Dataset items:
....

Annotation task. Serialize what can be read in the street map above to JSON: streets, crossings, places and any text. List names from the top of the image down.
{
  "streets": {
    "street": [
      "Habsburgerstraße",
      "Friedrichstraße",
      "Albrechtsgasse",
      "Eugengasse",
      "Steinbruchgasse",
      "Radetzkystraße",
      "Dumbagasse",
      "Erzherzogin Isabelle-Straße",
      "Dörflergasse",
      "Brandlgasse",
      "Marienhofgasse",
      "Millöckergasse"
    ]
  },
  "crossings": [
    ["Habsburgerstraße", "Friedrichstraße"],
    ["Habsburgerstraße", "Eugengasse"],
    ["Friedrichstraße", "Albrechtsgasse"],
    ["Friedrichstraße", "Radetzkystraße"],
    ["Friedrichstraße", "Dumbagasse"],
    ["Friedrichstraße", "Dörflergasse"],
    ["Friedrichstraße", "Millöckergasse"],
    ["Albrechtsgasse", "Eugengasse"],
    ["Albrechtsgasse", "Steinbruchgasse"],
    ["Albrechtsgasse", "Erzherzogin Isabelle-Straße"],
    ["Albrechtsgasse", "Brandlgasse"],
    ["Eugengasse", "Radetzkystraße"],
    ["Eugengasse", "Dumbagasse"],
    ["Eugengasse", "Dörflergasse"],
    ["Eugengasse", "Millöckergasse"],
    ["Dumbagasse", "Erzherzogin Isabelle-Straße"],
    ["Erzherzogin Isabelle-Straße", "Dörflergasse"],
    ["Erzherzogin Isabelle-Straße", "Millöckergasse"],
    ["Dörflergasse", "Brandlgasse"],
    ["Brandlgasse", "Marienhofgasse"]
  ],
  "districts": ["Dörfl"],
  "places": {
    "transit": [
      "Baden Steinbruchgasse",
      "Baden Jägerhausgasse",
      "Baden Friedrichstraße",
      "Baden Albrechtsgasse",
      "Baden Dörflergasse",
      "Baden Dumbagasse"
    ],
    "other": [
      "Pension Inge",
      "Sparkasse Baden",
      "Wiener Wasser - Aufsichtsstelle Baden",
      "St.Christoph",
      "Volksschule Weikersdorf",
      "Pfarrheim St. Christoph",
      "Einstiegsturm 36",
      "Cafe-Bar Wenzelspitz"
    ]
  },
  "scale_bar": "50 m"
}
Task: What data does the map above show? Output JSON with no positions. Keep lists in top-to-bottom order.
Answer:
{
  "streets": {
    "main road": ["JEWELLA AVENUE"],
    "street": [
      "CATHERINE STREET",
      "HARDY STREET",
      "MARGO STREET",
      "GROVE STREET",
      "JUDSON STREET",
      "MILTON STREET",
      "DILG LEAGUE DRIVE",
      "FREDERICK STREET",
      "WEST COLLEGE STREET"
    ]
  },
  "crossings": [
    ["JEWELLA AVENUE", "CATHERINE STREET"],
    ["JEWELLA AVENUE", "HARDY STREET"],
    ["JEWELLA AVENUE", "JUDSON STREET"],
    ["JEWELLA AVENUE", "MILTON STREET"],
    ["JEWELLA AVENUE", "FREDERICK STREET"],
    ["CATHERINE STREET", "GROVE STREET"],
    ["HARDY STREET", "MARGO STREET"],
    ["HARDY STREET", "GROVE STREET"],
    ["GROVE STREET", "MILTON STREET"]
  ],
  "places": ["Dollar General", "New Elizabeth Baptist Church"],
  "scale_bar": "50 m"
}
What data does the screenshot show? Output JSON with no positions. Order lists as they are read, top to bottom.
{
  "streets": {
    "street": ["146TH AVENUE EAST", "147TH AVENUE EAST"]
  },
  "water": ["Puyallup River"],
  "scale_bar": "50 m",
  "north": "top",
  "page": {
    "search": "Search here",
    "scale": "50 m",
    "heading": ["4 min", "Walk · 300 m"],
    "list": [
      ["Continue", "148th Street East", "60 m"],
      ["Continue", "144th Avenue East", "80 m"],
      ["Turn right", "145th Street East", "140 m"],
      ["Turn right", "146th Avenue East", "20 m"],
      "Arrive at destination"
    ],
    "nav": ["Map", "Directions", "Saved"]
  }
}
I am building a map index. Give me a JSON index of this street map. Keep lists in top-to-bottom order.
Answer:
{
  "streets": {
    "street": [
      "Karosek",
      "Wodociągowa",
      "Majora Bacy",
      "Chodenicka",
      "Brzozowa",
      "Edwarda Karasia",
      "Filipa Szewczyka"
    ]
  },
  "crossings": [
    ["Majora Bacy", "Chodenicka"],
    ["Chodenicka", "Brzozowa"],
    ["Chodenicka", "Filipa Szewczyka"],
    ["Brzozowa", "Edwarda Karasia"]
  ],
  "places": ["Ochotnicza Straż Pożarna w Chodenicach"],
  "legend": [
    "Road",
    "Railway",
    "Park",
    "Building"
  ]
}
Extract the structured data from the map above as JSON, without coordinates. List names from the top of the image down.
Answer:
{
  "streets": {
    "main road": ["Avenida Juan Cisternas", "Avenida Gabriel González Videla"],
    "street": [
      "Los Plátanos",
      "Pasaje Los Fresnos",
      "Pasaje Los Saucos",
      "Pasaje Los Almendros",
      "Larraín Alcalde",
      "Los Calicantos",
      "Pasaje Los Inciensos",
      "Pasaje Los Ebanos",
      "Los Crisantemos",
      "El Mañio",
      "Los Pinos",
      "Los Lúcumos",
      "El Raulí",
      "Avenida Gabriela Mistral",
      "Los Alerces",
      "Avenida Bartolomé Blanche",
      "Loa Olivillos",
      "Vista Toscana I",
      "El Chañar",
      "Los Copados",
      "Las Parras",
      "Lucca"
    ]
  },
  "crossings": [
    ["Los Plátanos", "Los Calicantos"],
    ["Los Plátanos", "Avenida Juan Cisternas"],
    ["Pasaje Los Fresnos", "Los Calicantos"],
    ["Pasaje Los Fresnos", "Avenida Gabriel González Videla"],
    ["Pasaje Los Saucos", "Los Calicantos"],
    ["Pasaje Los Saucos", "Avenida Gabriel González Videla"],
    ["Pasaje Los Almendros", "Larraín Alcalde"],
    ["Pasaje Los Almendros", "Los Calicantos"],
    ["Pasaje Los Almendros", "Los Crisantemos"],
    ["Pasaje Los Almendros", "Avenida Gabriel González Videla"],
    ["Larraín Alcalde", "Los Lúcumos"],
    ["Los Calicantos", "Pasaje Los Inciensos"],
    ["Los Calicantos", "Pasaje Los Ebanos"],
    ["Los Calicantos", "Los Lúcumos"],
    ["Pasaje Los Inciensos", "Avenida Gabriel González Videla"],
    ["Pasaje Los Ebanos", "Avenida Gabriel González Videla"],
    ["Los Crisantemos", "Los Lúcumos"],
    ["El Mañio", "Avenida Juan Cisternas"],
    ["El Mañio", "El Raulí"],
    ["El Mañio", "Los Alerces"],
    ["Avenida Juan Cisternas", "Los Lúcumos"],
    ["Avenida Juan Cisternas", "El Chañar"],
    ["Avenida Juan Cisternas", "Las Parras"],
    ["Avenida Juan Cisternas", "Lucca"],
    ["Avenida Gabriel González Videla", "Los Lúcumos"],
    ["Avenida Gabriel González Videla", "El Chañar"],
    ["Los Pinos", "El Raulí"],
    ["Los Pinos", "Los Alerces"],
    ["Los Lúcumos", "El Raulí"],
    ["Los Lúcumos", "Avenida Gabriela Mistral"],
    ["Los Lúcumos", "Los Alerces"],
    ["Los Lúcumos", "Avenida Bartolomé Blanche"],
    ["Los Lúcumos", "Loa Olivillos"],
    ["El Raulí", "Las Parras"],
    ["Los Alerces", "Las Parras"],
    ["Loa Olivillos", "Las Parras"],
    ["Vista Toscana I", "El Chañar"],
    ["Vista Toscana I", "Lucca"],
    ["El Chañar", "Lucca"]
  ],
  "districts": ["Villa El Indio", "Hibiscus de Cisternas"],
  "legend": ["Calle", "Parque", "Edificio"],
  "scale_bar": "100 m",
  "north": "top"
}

....

# Task objective:
Reproduce every line of the records containing the string "Blanche".

# Answer below:
      "Avenida Bartolomé Blanche",
    ["Los Lúcumos", "Avenida Bartolomé Blanche"],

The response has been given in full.